Read more: How Much Money Do You Need to Live in Mexico City? | Investopedia How Much Money Do You Need to Live in Mexico City? | Investopedia 
Follow us: Investopedia on Facebook


----------



## cnmx (Oct 9, 2017)

Yeah, thanks. I'm familiar with the cost, I just got back. I'm looking to spend the same amount and upgrade to a higher standard. I just got back. A furnshed one bedroom in a B+ building is around $1,000. Posh buildings can run into the thousands.

But there is quite a bit of damage, the mayor is saying up to 800-1,000 buildings are to be demolished with 1,100 yet to be inspected. Cols. Condesa and Roma hit hard, the neighborhoods I would most likely live.


----------



## circle110 (Jul 20, 2009)

Cnmx, you are correct in your pricing. That site that Zorro2017 is citing is way off. A 3 bedroom for $1000?? Not a chance. Well, maybe in a dumpy area very far from where you want to be. I looked just to compare with what we pay in Queretaro and a 3 bedroom somewhat comparable to what we have would be almost $2000 in areas a little outside where you are looking and more towards $3000 in your target area. A one bedroom or smaller two bedroom for $1000 is quite doable.

As far as I have seen the rents have not shot up dramatically in those areas. At least not yet. We drove this morning through the Condesa and Roma and we only saw two buildings that were cordoned off. I know there are many more but it isn't like it's 20% of the housing stock or anything like that.

My guess id that your housing budget will still be OK.


----------



## cnmx (Oct 9, 2017)

@cicrle110, thanks a lot, that's what I was hoping to hear.


----------



## UrbanMan (Jun 18, 2015)

circle110 said:


> Cnmx, you are correct in your pricing. That site that Zorro2017 is citing is way off. A 3 bedroom for $1000?? Not a chance.


To clarify - probably way off for a 3 bedroom, but otherwise not way off (ie. not way off for less bedrooms).


----------



## circle110 (Jul 20, 2009)

UrbanMan said:


> To clarify - probably way off for a 3 bedroom, but otherwise not way off (ie. not way off for less bedrooms).


Couldn't disagree with you more.

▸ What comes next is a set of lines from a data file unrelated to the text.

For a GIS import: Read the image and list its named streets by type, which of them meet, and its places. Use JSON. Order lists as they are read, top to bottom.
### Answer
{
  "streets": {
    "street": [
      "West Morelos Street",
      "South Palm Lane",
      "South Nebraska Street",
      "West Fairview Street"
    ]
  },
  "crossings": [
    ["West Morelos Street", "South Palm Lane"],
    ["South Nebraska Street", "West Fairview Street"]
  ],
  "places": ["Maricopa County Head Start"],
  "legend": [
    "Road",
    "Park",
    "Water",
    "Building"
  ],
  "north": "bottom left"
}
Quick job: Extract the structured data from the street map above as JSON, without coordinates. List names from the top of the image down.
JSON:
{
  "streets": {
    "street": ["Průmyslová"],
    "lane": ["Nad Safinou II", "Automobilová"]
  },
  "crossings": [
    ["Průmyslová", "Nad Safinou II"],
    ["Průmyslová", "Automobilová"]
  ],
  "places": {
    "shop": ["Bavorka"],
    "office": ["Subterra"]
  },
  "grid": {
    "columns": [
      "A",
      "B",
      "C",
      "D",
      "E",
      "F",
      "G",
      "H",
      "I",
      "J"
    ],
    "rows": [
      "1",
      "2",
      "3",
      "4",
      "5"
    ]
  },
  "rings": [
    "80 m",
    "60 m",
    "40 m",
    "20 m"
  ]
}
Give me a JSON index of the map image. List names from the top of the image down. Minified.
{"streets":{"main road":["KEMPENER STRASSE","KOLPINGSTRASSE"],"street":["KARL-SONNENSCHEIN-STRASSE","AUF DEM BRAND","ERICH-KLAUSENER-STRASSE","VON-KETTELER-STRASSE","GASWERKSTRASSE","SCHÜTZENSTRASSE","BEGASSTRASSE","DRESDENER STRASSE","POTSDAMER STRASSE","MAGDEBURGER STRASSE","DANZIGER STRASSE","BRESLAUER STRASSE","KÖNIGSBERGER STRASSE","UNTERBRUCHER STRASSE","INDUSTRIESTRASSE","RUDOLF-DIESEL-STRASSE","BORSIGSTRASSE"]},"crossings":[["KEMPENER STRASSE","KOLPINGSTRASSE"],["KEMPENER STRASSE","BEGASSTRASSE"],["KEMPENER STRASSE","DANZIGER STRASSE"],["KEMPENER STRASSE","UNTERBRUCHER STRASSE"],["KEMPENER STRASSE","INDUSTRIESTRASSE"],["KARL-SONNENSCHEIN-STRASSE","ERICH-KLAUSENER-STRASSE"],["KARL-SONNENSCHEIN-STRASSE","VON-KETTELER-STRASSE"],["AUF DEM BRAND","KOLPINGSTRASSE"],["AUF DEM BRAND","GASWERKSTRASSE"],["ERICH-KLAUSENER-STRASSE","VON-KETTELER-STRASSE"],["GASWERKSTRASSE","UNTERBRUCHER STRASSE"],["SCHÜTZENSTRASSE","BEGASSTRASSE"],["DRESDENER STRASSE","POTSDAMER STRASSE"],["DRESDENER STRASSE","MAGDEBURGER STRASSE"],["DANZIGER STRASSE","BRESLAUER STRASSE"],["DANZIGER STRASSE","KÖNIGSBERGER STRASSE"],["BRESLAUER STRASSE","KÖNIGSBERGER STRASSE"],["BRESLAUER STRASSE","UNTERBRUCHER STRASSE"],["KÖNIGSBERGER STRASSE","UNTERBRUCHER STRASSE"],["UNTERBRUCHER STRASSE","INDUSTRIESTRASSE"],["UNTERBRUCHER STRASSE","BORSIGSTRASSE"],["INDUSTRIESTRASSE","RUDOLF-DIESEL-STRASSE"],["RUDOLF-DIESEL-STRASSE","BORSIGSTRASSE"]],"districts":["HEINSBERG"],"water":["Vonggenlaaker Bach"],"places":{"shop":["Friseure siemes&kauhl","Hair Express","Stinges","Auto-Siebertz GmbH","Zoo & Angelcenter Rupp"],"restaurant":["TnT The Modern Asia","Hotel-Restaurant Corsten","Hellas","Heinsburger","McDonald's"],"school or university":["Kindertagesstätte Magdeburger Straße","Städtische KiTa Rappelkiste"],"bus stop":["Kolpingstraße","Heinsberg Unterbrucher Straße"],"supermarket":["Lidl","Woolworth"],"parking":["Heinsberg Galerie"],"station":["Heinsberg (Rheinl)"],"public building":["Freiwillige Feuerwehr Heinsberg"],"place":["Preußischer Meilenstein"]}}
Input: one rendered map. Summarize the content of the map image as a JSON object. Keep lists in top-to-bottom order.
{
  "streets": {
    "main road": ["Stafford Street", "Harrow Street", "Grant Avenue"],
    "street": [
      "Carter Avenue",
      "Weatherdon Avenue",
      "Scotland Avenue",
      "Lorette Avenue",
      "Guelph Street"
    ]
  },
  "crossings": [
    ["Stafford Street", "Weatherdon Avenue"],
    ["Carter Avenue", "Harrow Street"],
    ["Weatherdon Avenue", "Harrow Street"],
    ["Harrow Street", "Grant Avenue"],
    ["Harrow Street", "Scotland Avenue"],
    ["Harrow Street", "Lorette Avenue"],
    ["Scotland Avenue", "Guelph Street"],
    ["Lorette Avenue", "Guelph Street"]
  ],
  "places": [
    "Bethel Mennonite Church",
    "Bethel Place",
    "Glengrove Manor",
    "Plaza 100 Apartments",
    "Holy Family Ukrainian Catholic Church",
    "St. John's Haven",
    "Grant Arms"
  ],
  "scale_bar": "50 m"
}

There is not a $495/mo one bedroom within 5 miles of the city center - well, except for Isla Verde's miracle apartment situation. Certainly nothing at that price in La Condesa or Col. Roma. You might be able to find a studio for $600. Maybe.

10 years ago my friend had a $450 /mo 1 br apartment on the fringes of the Condesa and he was delirious with his good fortune to find a place so cheap. It was kind of a dump. And this was a decade ago. Rental inflation has been pretty brutal in the last 10 years.

I still say that the cnmx has a clear, realistic picture of the prices of rentals in CDMX. He or she has done their homework, the only problem is that apparently it was just before the quake and so I think the original post was a smart question.


----------